While effective psychosocial (e.g. psychotherapy) and pharmacological treatments for depressive symptoms exist, residual symptoms often remain, and some may not respond at all to these interventions (i.e. ‘treatment resistant’), enhancing the need for novel intervention targets. One such target has been an interest in understanding limited community participation as a possible contributor to depressive symptoms (Ahern & Hendryx, 2008; Nagata et al., 2021; Fallahpour et al., 2011; Hao et al., 2017; Obembe et al., 2013; White et al., 2014). Community participation refers to the full engagement in valued domains of community life, including employment, education, and leisure (World Health Organization, 2001). Previous research has demonstrated that individuals with serious mental illnesses and other disabilities do not participate as much as the general population (Bedell et al., 2013; Nagata, Townley, et al., 2020; Verdonschot et al., 2009). A number of factors have been identified as barriers to participation, including impairments, mobility issues, accessibility of opportunities for participation, and stigma (Ahern & Hendryx, 2008; Salzer, 2021; White et al., 2014). A lack of community participation in personally meaningful activities is associated with diminished recovery and quality of life among individuals with serious mental illnesses (Burns-Lynch et al., 2016) and with more depressive symptoms among segments of the general population, such as older adults (Ahern & Hendryx, 2008; Hao et al., 2017) and stroke survivors (Fallahpour et al., 2011; Khan, 2004; Obembe et al., 2013; White et al., 2014).

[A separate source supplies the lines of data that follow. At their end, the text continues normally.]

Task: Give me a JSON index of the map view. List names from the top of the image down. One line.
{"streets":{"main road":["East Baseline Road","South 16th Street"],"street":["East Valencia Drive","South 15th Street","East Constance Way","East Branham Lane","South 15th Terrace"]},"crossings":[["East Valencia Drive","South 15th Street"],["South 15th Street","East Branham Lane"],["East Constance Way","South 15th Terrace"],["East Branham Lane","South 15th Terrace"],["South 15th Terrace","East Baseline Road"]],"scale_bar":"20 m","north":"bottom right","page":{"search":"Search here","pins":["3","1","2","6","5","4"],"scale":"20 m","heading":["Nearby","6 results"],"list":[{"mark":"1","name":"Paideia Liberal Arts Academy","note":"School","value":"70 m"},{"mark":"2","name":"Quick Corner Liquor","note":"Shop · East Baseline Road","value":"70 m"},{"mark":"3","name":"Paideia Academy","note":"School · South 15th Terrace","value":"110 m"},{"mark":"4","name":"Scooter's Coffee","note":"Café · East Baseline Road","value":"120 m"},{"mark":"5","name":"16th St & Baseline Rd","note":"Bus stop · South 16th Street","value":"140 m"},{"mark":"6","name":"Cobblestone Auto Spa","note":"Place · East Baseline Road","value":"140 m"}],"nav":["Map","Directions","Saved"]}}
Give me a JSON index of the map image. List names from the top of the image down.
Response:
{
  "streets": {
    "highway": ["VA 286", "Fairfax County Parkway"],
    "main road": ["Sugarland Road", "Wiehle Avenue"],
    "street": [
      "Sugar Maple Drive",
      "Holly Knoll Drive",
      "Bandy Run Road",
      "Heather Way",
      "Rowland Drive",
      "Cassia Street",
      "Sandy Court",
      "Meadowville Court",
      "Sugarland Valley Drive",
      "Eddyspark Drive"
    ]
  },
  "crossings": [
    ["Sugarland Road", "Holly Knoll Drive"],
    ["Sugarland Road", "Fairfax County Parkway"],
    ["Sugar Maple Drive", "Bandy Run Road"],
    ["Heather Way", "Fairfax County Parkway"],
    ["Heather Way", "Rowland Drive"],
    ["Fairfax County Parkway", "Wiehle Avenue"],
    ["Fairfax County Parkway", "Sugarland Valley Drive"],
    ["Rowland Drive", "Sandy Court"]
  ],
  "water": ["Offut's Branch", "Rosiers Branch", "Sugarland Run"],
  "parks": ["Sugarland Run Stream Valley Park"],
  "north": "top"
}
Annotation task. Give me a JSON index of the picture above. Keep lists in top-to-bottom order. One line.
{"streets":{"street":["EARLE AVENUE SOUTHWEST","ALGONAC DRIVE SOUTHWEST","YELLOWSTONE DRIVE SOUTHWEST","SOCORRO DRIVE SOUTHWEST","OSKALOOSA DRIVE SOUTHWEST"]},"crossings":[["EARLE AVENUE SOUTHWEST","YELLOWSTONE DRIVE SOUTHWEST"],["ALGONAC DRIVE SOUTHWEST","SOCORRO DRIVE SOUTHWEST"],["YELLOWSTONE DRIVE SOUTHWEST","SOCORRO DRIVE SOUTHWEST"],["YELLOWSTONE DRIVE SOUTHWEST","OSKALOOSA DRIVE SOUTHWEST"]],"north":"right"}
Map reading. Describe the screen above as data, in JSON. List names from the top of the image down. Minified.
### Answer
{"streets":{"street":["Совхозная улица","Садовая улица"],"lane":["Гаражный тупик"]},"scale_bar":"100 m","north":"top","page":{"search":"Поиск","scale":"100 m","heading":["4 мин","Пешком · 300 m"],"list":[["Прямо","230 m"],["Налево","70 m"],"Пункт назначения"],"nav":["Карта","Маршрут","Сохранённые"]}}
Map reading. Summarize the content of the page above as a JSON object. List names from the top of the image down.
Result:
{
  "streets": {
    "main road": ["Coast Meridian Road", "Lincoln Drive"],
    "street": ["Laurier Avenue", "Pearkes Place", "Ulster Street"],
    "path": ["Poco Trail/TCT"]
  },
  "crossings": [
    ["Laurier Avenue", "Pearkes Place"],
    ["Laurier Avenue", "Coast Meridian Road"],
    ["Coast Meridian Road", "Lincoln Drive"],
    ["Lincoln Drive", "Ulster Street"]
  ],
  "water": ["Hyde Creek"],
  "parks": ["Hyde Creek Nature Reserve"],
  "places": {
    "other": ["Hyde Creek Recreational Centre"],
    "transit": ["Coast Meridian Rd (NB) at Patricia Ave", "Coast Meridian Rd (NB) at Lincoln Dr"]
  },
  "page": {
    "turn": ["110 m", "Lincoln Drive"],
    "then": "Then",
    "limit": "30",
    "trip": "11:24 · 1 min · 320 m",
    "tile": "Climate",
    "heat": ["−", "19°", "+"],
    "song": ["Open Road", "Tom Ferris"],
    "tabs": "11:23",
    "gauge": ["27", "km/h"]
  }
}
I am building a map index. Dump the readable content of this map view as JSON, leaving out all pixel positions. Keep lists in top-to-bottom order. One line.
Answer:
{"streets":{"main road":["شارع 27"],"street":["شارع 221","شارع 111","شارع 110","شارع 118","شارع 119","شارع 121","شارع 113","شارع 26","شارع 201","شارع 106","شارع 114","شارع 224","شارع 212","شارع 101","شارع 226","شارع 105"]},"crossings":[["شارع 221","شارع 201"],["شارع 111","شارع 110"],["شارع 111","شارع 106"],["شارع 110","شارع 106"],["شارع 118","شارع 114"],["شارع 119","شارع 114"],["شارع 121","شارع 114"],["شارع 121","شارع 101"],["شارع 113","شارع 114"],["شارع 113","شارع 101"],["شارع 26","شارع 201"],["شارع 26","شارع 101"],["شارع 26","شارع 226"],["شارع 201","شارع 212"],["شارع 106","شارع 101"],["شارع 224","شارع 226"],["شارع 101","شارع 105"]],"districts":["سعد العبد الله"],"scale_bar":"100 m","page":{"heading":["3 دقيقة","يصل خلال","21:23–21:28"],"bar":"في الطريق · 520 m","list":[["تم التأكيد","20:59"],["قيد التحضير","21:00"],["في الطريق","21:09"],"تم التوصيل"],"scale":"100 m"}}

There are a number of theories that would predict a causal relationship between community participation and depressive symptoms among people with serious mental illnesses. The behavioral model of depression asserts that a lack of positive reinforcement from engaging in personally meaningful activities is responsible for depression (Lewinsohn, 1974). Community activities are personally meaningful and inspire goal-directed behaviors (Nagata, McCormick, et al., 2020; Salzer & Baron, 2016), which are important factors in the experience of depression (Bergstad et al., 2012; Ettema et al., 2010; Marottoli et al., 1997). For example, through the pursuit of activities such as work, worship, and leisure, people experience increased vitality, engage in problem solving, and experience increased reward from successful engagements (Hooker et al., 2020; Turner et al., 2019). Community participation also typically requires some degree of physical activity (Snethen et al., 2021), which affects the brain regions that are responsible for cognition and affective processing (Schuch et al., 2016) that can be energizing. Participation can also increase the frequency of in-person social interactions, which have been shown to reduce the probability of depressive symptoms (Teo et al., 2015). In sum, targeting community participation among people with serious mental illnesses may be an additional mechanism for addressing highly prevalent depressive symptoms.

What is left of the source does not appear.